I don’t know many people who enjoy resisting all things muffiny and cakey while they are trying to shift some pounds. This week, I was one of those people, but not wanting to give in I thought instead I would whip up my own not so naughty treats. I put a lot of my favorite flavours and ingredients into this recipe, popped in into the oven and VOILA. Then smell was amazing and the taste even better. The yoghurt adds a lovely moisture to the muffin and the mixed spice makes it a lovely warming treat with a cup of tea.

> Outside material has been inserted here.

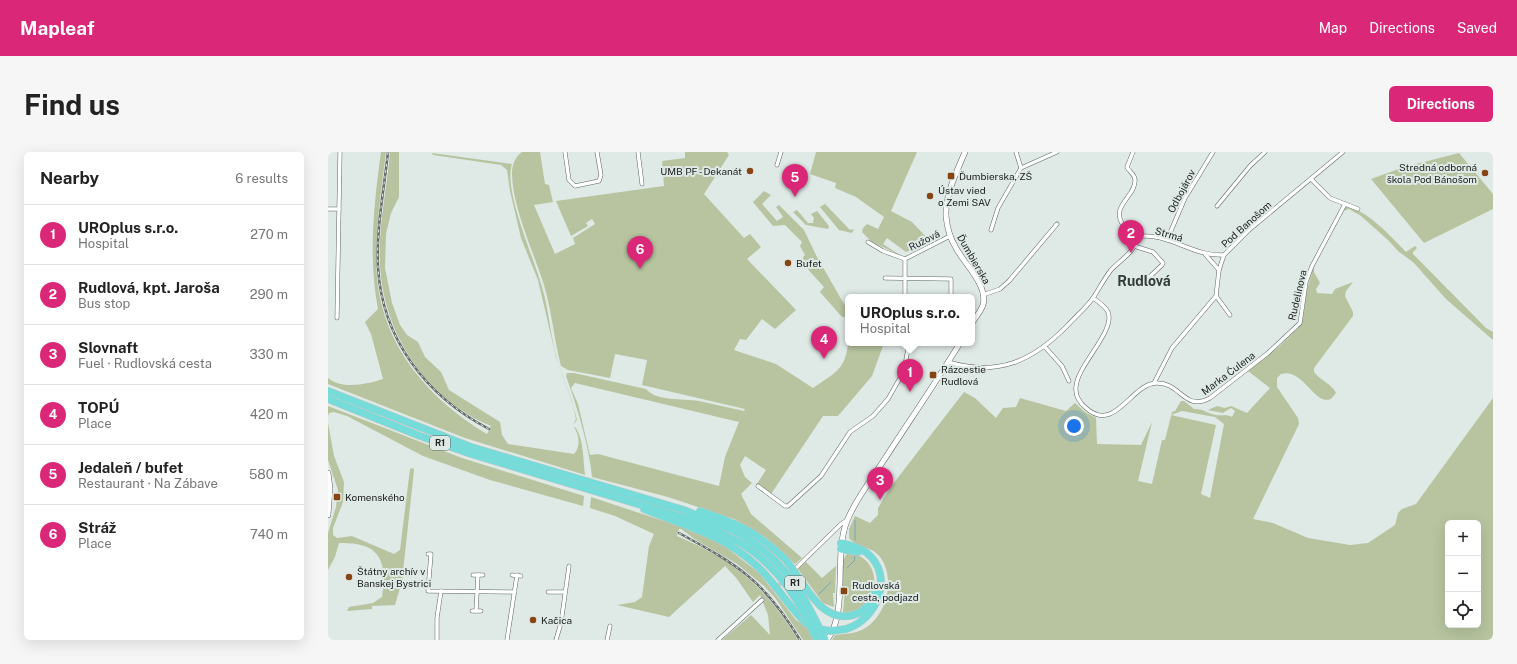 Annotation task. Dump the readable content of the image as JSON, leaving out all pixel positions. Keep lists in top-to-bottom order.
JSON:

Ingredients Makes 16 muffins = 5sp per muffin
or 12 large muffins = 7sp (previously 4pp) per muffin
3 tbsp low fat spread
150g caster sugar
2 x eggs
150g fat free Greek yoghurt (or 150g Fat Free Raspberry and Honey Yoghurt if you can get it)
200g plain flour
1 tsp bicarbonate of soda
1 tsp mixed spice
1 tsp vanilla extract
50g white chocolate chips
100g raspberries, roughly chopped
If you have a mixer or food processor the whole thing can be done in there, if not, do it in a nice big bowl. Pre heat the oven to 200c. Line a muffin tin with 16 (or 12) cupcake or muffin cases. Begin by beating together the spread and sugar until light and fluffy. Then add the eggs and yoghurt and mix together again. Then add the flour, bicarbonate of soda, mixed spice and vanilla and beat until well combined. If you are using a food processor, transfer to a bowl at this point. Fold in the chocolate chips and raspberries until evenly distributed. Divide the mixture evenly between the cases and pop in the oven for 20-25 minutes until nice and golden.